BEGIN
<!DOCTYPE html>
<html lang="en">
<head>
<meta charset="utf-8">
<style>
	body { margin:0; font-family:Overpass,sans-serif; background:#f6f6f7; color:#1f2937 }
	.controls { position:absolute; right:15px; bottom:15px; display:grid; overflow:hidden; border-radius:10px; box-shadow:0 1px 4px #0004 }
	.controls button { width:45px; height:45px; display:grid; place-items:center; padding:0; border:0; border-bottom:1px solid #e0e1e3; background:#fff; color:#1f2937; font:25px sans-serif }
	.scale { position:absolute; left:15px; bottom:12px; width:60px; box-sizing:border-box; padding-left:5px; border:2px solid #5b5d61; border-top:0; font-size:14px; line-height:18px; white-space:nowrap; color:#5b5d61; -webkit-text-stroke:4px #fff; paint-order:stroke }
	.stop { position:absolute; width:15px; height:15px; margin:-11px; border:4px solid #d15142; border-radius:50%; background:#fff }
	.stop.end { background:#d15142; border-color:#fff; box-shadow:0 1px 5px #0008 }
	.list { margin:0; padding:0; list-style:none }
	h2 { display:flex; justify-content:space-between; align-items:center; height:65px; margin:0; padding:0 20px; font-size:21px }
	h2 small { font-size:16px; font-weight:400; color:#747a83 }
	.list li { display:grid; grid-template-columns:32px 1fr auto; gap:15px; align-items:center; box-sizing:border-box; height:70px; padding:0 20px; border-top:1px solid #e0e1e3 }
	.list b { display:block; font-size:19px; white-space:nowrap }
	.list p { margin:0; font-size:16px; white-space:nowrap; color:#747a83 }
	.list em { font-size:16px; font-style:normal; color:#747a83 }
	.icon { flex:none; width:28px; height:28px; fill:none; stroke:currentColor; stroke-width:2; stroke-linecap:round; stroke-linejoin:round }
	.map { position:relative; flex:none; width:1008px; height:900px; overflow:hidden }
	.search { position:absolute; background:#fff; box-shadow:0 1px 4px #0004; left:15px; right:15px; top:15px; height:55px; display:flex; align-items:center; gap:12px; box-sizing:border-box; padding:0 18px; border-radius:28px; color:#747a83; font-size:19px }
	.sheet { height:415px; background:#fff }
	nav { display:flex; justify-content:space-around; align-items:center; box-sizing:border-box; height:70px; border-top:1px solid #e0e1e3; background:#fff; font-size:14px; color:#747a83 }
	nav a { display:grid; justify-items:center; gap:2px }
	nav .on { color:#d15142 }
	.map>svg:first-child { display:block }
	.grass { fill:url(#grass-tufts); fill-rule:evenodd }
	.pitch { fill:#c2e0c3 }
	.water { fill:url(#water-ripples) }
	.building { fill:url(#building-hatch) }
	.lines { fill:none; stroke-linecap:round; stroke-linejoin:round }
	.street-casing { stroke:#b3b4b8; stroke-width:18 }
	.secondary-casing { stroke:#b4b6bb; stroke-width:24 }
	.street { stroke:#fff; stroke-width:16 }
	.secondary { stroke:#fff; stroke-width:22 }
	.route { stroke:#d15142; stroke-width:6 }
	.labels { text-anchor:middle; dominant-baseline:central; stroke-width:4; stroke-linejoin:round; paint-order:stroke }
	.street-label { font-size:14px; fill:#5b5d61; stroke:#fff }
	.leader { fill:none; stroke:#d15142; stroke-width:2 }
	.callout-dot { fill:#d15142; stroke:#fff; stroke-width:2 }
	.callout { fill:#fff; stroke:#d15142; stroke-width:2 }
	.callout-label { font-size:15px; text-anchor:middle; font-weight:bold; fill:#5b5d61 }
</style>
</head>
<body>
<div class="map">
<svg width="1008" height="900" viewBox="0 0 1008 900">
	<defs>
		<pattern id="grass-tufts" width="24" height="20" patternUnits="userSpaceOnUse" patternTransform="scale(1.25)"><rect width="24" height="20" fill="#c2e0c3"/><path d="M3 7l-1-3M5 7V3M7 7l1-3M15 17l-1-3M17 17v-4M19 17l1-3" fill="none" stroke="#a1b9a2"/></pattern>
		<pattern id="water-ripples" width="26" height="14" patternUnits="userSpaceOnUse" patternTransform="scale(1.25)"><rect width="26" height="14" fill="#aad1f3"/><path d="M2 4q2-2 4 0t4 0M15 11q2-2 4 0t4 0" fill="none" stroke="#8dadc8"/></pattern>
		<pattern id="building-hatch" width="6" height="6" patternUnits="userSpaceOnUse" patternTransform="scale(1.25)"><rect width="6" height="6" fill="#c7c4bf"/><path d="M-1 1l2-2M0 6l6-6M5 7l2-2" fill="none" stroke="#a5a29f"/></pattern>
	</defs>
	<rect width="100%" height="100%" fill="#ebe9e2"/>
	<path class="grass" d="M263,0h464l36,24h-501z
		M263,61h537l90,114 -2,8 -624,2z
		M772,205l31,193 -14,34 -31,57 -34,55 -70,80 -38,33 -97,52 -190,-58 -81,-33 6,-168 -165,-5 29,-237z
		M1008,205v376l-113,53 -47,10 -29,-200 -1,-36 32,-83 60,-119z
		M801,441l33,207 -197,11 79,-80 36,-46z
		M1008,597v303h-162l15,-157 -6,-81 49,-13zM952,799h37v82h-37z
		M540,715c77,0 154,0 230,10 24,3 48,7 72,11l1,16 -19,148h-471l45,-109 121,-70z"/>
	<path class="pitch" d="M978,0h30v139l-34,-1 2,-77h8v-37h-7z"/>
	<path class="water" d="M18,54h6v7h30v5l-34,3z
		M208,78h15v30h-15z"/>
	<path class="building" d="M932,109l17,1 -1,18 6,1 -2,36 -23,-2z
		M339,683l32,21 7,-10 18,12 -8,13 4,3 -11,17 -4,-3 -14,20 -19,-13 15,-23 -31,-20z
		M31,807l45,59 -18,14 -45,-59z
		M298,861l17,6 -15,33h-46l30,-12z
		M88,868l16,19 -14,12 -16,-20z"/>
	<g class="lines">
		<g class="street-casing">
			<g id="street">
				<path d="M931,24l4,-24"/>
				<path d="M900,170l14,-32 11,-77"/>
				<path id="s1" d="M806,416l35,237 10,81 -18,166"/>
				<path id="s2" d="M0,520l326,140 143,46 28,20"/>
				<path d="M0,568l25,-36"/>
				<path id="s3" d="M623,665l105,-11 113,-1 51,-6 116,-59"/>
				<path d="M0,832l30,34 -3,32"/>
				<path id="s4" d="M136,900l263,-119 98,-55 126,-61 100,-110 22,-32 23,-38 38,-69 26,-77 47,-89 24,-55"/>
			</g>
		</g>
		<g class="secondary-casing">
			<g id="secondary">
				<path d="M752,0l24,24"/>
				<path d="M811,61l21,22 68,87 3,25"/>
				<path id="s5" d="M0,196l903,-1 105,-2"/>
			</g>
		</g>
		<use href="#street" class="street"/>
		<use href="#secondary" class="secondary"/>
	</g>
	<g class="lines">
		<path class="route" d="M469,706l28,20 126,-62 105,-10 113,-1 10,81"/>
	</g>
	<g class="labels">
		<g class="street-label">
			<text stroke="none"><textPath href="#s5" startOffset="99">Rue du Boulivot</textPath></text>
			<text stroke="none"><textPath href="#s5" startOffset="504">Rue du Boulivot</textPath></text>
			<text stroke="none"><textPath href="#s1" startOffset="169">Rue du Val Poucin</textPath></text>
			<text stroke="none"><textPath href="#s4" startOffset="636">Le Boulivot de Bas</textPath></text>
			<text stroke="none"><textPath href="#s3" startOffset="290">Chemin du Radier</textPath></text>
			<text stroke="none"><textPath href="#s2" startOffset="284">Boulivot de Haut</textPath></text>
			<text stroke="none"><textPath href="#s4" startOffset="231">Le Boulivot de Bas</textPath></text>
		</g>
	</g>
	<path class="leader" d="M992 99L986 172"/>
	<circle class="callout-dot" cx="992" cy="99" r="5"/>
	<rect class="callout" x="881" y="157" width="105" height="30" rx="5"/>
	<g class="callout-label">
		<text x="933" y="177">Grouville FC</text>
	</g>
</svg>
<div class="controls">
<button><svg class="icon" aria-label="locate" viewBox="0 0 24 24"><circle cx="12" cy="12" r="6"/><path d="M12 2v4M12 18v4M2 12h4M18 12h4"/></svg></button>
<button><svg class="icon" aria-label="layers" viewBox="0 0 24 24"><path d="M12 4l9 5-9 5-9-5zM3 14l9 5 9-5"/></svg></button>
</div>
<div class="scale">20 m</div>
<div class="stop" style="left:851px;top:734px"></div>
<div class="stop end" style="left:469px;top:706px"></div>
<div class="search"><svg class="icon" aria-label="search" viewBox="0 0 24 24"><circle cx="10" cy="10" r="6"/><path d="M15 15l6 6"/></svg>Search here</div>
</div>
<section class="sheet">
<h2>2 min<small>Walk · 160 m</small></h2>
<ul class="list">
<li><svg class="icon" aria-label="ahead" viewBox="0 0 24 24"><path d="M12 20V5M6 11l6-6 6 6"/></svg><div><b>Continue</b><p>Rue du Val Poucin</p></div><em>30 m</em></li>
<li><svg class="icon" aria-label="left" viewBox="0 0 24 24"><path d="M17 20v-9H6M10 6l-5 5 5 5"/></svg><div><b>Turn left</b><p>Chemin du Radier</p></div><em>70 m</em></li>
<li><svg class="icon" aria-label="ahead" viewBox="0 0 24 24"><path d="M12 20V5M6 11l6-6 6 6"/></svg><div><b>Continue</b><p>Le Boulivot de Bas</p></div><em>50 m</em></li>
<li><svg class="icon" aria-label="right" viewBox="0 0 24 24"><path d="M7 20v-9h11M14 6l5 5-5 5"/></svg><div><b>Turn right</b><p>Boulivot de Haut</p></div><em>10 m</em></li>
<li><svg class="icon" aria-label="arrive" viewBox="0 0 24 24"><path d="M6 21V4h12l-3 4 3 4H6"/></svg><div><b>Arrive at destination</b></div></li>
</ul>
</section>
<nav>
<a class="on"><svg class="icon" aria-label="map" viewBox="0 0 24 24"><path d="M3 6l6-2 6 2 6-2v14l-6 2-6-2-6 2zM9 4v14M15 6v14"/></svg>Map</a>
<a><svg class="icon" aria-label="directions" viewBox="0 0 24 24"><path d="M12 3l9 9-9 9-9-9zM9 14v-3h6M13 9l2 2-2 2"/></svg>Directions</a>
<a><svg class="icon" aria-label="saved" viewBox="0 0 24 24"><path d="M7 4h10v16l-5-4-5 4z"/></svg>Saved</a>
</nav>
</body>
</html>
END
BEGIN
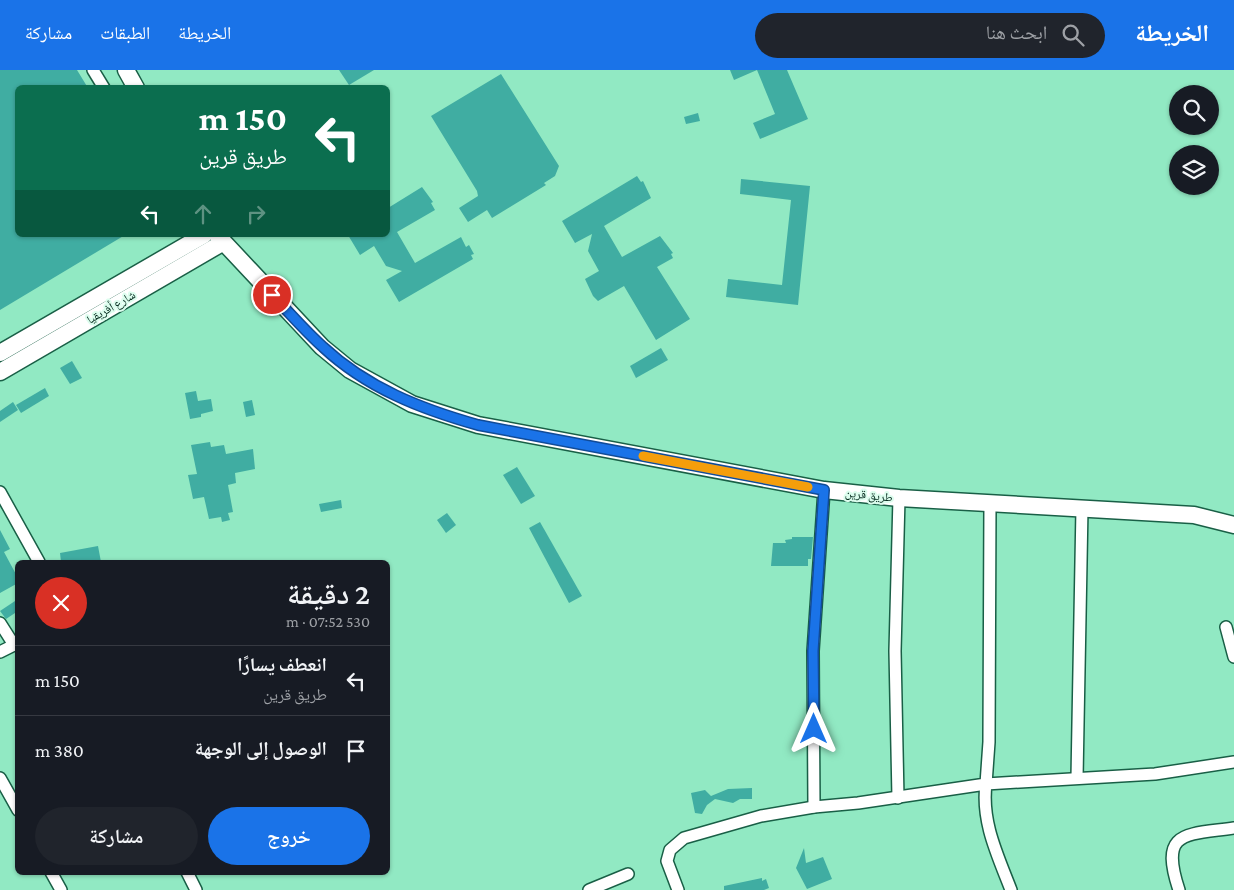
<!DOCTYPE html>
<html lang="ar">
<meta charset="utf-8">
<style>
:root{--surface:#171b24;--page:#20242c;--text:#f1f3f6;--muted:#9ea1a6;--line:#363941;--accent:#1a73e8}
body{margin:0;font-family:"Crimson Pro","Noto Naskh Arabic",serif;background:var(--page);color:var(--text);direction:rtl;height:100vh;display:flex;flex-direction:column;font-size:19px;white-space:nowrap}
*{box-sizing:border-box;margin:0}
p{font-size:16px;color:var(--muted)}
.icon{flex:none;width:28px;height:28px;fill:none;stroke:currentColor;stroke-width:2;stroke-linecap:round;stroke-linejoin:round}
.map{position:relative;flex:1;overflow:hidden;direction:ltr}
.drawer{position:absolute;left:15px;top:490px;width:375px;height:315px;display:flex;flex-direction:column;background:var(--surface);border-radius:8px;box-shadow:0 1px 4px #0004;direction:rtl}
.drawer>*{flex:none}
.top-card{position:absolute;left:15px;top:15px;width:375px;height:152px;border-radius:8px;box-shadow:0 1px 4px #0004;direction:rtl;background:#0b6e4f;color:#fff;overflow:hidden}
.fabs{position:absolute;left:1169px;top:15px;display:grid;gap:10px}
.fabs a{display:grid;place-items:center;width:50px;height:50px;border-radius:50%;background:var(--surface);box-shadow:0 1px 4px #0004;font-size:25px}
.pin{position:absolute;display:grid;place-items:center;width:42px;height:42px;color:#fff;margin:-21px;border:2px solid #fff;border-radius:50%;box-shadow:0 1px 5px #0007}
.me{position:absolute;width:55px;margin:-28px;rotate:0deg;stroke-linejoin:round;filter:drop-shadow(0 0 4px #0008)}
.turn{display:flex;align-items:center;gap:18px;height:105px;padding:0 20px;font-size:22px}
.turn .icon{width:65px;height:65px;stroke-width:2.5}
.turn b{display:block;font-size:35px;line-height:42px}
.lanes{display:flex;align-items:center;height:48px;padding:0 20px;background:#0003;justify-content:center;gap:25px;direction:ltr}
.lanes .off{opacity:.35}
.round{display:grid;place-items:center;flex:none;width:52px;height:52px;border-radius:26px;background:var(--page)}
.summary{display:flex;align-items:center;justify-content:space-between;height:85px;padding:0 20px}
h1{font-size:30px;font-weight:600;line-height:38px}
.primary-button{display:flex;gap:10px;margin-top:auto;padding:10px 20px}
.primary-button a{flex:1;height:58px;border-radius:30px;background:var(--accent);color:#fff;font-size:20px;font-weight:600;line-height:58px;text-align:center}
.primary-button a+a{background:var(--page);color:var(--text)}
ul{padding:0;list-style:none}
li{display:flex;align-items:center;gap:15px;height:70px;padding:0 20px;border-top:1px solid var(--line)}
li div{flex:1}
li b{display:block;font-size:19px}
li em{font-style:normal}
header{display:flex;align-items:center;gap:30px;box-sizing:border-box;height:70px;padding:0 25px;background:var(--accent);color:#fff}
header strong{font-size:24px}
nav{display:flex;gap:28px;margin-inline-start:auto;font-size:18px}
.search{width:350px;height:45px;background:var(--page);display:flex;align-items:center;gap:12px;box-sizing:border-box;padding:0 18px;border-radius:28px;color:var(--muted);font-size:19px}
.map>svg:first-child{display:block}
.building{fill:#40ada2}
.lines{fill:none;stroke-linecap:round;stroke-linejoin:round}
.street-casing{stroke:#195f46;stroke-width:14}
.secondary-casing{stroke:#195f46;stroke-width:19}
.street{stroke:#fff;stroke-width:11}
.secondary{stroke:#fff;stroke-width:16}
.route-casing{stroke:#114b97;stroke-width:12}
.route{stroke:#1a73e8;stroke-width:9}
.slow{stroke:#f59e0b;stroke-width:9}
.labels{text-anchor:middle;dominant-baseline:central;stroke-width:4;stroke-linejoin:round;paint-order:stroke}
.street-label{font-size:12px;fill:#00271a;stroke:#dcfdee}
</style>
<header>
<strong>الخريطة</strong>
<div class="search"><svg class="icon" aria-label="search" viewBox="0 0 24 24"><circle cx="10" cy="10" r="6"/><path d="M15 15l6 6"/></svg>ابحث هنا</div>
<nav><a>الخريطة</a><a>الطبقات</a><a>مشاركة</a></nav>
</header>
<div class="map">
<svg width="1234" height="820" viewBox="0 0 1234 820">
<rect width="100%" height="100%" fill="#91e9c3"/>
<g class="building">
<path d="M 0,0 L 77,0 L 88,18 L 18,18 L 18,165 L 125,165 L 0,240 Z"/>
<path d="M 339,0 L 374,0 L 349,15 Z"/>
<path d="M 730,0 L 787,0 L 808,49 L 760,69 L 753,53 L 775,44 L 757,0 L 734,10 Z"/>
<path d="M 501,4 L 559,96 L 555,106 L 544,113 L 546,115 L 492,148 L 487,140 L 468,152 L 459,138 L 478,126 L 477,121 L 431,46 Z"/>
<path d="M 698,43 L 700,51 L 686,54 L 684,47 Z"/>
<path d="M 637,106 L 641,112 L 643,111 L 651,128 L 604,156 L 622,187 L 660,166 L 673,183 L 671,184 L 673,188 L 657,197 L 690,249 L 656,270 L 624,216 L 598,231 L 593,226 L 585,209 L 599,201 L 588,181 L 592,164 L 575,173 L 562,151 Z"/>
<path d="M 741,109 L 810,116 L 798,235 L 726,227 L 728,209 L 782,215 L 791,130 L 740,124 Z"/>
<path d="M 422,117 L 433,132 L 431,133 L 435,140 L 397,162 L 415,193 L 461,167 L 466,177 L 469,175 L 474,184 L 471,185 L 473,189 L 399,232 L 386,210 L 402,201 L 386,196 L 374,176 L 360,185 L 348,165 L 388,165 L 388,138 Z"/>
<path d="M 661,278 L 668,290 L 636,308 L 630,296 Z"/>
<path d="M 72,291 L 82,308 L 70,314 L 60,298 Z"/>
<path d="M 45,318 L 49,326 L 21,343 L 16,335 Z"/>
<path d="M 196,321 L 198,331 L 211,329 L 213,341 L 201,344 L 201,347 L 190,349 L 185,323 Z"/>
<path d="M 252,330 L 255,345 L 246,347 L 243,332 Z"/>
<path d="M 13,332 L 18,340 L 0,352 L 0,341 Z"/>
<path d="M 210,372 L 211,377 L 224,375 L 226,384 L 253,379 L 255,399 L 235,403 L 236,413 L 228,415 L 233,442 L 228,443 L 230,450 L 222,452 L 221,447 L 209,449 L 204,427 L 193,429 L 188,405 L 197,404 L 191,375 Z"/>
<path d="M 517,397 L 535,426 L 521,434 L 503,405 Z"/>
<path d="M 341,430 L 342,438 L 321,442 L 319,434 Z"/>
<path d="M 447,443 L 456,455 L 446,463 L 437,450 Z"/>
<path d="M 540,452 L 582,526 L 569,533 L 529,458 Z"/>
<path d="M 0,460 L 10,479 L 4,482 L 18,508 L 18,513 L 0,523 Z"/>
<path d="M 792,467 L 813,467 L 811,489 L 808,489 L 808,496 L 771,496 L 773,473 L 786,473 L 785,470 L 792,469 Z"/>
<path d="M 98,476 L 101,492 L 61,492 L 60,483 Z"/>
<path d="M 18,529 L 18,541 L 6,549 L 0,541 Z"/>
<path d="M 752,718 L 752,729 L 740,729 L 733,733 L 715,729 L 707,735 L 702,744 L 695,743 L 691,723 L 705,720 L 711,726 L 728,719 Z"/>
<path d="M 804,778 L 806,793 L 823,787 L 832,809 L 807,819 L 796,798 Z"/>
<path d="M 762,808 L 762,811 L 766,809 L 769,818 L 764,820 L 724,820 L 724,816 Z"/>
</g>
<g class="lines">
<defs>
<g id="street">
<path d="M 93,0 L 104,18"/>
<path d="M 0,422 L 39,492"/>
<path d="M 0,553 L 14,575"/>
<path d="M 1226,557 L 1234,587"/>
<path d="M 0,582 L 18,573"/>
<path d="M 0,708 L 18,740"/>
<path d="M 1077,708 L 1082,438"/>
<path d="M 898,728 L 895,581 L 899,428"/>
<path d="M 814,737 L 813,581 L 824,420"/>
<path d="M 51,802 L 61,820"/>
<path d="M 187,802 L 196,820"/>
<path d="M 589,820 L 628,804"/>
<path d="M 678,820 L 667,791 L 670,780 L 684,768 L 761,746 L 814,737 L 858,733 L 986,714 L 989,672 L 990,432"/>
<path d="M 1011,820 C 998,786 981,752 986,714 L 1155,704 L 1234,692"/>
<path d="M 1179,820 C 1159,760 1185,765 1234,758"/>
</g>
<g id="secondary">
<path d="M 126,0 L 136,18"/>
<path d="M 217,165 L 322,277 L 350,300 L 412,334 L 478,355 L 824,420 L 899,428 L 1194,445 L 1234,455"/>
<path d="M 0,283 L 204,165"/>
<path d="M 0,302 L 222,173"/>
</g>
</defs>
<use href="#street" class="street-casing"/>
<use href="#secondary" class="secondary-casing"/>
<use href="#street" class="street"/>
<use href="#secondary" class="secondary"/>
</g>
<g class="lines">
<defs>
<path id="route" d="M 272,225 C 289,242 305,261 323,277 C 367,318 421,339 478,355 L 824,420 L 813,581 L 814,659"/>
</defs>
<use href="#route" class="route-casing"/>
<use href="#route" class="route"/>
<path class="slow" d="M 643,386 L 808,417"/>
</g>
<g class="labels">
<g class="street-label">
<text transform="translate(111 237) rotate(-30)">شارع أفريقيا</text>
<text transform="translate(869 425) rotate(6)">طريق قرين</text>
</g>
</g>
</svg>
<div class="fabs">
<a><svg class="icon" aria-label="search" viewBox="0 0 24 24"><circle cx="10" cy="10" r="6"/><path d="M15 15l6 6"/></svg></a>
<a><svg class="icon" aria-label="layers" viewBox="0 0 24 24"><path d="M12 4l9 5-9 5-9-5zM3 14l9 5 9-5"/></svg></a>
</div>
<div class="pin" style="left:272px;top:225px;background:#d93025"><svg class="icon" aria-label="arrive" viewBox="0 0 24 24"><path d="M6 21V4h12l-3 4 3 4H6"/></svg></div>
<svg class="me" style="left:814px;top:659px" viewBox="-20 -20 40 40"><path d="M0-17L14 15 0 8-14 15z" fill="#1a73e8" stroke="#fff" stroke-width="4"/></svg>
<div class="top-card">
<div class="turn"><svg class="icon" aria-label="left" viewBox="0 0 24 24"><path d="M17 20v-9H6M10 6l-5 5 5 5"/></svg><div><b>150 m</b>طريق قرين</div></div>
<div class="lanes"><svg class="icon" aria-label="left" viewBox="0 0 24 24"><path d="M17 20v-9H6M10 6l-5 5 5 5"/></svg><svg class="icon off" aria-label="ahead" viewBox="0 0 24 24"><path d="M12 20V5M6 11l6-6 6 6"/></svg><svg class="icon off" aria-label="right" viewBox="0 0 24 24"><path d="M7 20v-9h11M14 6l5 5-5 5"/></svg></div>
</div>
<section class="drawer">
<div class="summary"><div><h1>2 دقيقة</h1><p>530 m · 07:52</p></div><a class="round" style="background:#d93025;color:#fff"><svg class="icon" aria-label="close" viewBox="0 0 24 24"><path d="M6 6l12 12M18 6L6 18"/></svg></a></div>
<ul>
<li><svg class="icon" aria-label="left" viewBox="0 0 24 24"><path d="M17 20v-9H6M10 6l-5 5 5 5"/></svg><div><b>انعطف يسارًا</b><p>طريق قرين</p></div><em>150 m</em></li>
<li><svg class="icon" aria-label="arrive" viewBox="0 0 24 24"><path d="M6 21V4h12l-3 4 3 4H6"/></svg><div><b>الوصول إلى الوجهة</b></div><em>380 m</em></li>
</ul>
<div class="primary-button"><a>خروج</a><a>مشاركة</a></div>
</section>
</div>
END
WORK TO COMPLETE:
For the entries shown above, give the number of lines that include the word "controls", without any other text.

OUTPUT FOR THIS EXERCISE:
3